By February 2011, there were already 5,800 permits for wells established in Pennsylvania, the heart of the Marcellus Shale formation. Amish America reported on Jan. 16, 2013 that fracking had already began to consume a small portion of the shale formation, found in New Wilmington, Penn., home to 3,000 Amish in 18 congregations. The going rate in New Wilmington, now, is $3,500 per acre.
And while the Marcellus Shale has become the hotspot for fracking activity, it’s difficult to find an area throughout the nation that isn’t, in some way, tied to the industry. The Amish community in Southern Minnesota last summer joined environmental activists in their fight against the silica sand mining industry. The sand is a crucial component of the fracking process, used along with water and chemicals to break up formations thousands of feet underground, leading to the extraction of oil.
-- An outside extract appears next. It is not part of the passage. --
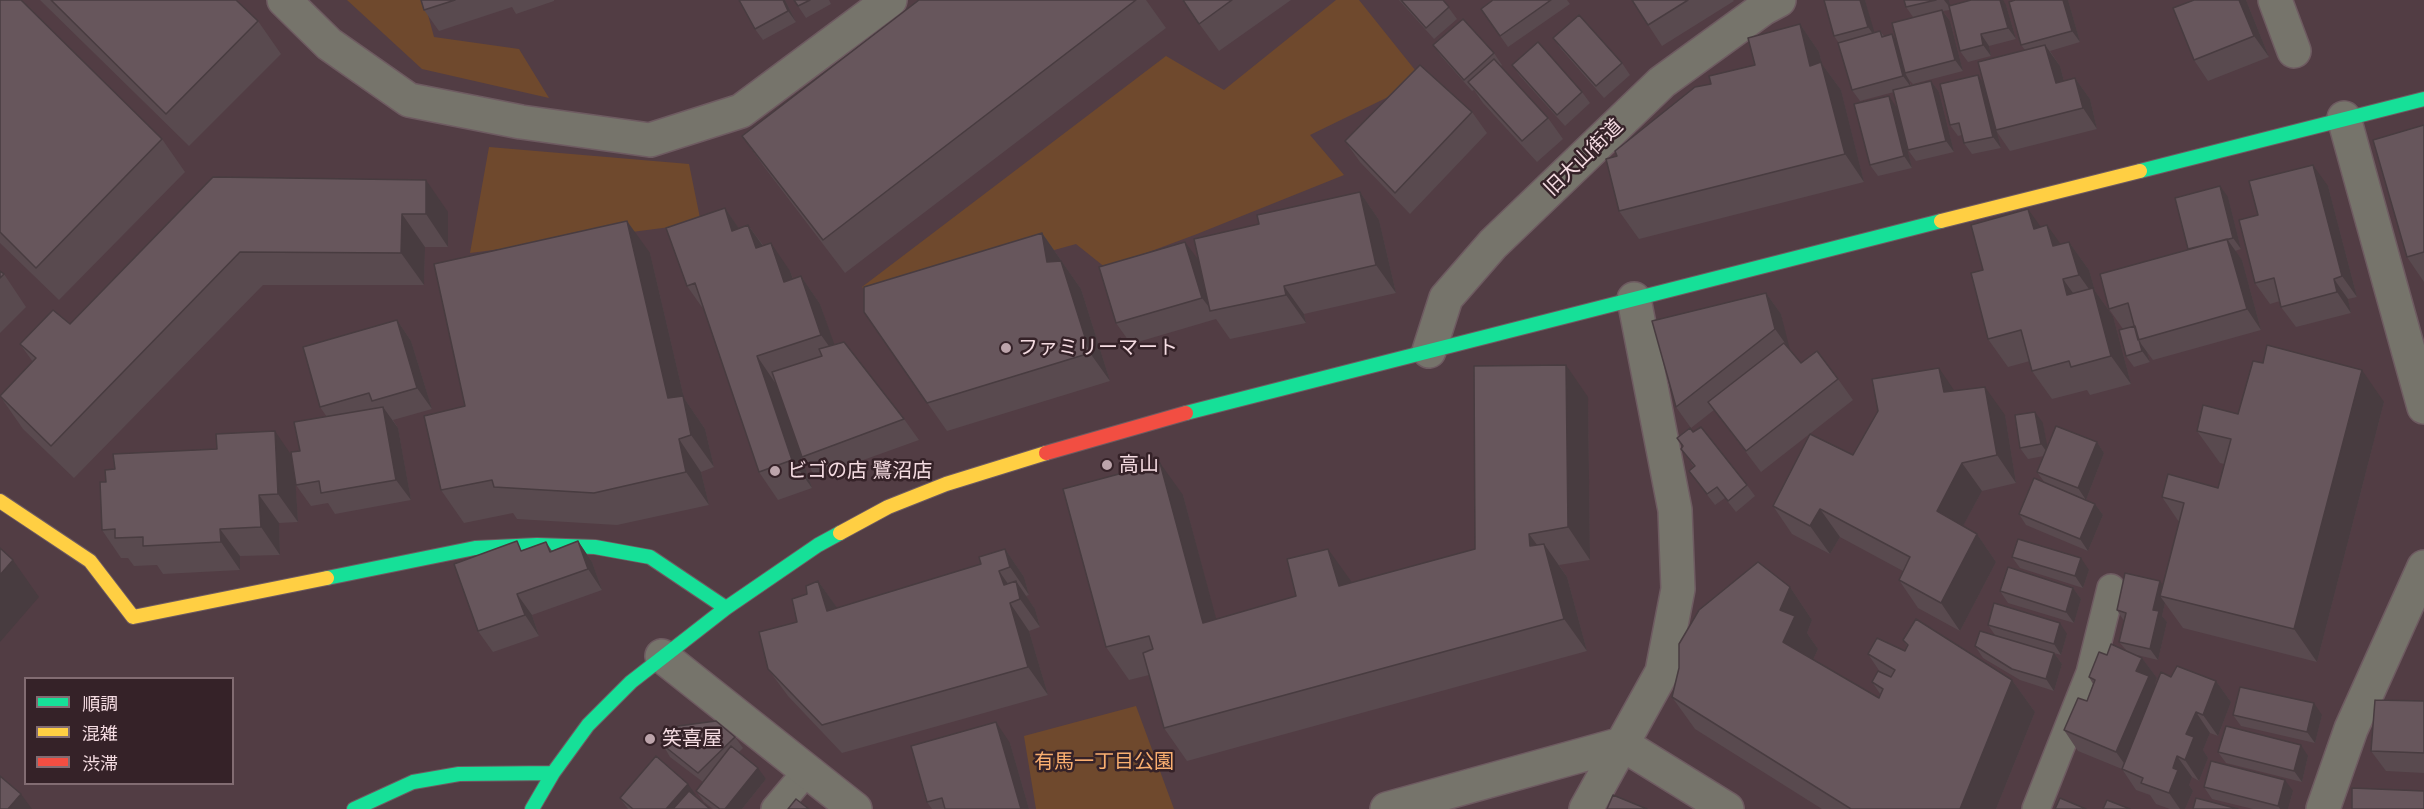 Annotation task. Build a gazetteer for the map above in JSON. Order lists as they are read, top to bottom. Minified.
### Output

The Amish in Minnesota have a different battle. They’ve seen communities transformed, not through the mining of the sand, but through the construction that’s come along with it. Railroads, including the Farm2Rail, have proven disruptive to the Amish way of life, causing more than 3,000 members of the Amish community to rally on the side of environmentalists attempting to halt the sand mining.
If predictions regarding the future fracking in America are any indication, the U.S. is only beginning its fracking activity — and so are the Amish. According to the U.S. Energy Information Administration (EIA), the U.S. saw an increase in oil production of 760,000 barrels-per-day, putting the States on track to be world’s net exporter of oil within the next decade, even surpassing Saudi Arabia.
The oil is there, and oil companies are maneuvering their way around regulations and paying out landowners for the rights to drill. The Amish, living in the heartland of the oil fields, are likely to find themselves in the midst of the world of greed and consumption they’re trying to escape.